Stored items
═══

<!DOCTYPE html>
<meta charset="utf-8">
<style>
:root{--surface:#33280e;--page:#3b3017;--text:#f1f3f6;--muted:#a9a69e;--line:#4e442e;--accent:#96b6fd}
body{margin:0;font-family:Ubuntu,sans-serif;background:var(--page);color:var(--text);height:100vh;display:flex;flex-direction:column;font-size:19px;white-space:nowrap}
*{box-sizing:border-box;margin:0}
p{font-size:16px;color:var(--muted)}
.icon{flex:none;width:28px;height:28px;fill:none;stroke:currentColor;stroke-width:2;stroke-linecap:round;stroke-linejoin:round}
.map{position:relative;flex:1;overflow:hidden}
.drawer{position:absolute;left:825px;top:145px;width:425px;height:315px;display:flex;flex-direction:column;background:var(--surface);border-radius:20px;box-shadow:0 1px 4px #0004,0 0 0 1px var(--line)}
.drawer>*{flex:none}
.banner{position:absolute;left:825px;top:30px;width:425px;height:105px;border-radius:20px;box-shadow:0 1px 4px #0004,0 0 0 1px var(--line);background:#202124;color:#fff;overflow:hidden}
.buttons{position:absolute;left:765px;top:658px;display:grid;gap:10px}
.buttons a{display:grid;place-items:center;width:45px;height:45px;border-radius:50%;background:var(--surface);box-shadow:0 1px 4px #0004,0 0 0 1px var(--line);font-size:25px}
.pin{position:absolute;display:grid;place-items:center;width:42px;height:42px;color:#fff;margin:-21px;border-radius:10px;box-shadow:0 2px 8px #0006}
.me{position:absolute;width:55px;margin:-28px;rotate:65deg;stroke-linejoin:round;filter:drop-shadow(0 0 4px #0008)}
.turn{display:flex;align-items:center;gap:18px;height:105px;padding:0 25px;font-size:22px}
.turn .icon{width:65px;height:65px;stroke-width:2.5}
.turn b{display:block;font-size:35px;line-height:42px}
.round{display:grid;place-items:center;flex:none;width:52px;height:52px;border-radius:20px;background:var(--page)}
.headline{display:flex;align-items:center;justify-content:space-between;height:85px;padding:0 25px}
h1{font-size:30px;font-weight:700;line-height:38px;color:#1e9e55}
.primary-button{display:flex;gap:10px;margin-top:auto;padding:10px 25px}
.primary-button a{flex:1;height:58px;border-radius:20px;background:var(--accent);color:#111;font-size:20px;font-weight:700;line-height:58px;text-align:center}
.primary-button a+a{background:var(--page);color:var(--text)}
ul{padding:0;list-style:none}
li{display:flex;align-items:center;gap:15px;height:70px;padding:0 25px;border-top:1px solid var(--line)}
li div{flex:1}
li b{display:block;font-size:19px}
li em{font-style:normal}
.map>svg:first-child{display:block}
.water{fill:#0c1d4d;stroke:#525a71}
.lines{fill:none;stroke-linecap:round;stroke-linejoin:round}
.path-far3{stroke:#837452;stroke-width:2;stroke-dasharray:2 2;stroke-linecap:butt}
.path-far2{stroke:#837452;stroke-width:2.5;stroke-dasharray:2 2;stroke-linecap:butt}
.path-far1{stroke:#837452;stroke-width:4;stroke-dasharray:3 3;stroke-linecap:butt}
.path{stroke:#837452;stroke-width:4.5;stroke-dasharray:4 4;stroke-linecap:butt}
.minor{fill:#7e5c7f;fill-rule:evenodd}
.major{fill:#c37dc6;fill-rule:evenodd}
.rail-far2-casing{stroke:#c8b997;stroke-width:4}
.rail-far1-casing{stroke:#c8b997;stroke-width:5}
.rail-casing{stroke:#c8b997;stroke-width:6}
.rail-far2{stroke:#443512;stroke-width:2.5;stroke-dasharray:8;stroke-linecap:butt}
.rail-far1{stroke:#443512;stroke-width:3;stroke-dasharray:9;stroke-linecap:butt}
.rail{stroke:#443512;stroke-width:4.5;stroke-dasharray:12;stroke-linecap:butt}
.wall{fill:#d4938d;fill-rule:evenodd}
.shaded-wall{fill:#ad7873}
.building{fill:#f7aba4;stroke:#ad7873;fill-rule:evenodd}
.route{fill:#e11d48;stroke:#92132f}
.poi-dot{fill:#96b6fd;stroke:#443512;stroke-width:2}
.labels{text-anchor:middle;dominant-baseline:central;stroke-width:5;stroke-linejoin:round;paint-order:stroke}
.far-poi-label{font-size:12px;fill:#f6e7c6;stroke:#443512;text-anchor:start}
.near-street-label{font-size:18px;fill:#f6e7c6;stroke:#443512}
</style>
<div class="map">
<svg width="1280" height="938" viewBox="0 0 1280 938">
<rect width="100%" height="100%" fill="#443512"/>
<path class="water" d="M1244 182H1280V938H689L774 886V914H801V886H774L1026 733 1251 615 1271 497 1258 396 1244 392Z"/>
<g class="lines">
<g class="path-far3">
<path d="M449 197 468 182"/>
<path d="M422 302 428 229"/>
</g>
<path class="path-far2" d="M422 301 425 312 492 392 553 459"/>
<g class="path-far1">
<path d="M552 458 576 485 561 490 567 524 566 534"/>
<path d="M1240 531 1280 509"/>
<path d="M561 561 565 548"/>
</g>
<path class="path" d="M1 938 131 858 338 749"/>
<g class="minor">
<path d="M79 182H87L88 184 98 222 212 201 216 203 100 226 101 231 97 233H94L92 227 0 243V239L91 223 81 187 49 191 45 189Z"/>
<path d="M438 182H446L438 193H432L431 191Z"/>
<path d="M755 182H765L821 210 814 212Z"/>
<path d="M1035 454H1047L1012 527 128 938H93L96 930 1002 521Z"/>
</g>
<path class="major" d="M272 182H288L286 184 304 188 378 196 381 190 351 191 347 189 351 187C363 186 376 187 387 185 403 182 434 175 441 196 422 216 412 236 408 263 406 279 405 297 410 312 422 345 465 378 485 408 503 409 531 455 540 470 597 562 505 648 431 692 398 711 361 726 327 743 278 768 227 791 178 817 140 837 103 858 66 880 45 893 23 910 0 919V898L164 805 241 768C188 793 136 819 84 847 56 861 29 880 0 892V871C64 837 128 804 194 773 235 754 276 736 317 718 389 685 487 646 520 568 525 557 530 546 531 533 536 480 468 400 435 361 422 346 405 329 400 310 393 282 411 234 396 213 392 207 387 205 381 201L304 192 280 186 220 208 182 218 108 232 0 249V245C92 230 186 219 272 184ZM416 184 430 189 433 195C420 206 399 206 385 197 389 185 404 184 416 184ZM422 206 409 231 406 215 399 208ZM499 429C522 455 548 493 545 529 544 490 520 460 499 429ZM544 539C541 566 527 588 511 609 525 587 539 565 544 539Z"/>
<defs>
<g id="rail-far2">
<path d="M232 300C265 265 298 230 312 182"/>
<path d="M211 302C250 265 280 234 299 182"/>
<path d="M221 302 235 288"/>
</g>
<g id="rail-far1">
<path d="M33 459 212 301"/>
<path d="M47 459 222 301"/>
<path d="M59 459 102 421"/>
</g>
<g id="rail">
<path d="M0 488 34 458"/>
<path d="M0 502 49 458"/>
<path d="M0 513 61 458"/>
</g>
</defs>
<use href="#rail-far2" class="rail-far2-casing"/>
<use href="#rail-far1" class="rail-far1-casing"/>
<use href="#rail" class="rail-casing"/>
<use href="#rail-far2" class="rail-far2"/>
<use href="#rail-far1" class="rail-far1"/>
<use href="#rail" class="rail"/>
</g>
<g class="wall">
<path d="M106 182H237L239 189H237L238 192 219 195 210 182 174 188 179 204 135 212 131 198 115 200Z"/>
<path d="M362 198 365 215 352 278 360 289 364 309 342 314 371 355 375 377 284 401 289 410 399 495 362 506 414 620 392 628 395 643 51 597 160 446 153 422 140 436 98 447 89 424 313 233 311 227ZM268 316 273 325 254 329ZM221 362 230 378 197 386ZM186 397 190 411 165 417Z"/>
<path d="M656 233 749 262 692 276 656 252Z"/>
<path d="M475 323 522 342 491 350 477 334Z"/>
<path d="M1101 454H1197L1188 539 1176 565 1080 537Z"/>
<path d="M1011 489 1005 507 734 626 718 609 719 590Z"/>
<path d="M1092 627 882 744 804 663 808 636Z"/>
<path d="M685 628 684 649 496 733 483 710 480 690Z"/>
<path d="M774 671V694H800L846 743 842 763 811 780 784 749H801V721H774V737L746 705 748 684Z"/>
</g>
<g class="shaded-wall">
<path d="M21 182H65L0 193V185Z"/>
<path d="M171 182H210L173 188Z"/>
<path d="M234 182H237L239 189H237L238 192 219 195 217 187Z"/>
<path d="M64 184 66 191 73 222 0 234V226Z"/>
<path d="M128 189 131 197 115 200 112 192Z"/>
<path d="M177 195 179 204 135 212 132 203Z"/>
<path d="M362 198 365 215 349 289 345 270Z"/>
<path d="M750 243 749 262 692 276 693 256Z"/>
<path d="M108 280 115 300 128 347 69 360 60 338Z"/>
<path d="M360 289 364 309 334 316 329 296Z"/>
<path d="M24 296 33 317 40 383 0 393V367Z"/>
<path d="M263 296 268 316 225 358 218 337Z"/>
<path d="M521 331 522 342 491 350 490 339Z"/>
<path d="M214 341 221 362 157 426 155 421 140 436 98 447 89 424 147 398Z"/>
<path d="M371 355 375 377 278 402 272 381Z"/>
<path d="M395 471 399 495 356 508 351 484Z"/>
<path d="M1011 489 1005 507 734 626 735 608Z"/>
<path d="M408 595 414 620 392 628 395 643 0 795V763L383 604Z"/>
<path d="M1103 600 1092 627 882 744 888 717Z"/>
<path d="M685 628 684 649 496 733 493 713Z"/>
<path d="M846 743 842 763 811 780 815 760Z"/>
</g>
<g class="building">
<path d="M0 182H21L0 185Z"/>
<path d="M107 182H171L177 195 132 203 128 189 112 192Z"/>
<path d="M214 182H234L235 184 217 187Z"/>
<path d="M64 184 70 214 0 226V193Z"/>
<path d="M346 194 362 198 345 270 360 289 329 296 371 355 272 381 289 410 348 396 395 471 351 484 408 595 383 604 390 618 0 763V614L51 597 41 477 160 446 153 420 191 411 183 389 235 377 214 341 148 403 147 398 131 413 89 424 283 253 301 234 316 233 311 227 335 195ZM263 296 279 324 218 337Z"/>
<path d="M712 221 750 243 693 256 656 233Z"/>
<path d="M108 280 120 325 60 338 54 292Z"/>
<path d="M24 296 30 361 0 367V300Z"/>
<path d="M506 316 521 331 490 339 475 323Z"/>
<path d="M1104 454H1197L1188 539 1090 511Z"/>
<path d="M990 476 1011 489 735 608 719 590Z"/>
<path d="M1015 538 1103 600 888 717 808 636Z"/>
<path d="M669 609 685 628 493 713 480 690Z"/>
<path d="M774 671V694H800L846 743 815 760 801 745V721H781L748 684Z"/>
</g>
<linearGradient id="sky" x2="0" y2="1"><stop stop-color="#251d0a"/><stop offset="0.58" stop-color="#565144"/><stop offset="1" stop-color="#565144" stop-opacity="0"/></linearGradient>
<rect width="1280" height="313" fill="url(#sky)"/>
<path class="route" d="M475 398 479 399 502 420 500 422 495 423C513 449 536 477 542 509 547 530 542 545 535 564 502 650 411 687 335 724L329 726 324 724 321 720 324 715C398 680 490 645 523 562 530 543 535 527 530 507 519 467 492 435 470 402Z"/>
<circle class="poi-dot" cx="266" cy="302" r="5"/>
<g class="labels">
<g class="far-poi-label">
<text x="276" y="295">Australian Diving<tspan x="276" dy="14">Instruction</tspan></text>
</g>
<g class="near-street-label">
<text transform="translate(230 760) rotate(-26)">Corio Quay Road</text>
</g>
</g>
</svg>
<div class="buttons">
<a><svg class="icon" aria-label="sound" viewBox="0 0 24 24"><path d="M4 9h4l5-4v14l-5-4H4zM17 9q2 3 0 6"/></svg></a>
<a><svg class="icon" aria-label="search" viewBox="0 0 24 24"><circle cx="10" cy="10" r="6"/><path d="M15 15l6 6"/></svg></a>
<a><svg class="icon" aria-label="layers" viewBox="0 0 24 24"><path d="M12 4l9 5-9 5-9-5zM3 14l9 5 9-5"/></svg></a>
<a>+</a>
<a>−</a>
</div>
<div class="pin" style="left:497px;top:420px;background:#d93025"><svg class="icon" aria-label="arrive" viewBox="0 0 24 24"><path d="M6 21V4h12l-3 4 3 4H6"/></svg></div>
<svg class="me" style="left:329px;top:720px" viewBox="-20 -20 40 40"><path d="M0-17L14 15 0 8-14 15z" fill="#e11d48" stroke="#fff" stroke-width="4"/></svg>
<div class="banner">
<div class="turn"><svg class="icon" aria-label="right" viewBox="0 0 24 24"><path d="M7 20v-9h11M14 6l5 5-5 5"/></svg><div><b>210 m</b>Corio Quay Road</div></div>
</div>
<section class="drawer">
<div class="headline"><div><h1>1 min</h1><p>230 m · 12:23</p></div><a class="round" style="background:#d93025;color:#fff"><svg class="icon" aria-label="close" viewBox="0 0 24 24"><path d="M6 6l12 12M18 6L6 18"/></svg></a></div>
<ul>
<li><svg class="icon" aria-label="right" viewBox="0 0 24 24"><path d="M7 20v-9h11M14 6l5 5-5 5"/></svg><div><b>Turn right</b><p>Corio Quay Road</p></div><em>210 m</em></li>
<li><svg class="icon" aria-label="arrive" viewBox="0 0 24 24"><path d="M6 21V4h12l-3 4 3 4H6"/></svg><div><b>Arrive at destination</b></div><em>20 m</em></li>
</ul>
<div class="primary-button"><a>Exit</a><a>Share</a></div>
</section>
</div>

═══

== What this task involves ==
Copy out the lines of the data where the word "buttons" can be found.

== Completed exercise ==
.buttons{position:absolute;left:765px;top:658px;display:grid;gap:10px}
.buttons a{display:grid;place-items:center;width:45px;height:45px;border-radius:50%;background:var(--surface);box-shadow:0 1px 4px #0004,0 0 0 1px var(--line);font-size:25px}
<div class="buttons">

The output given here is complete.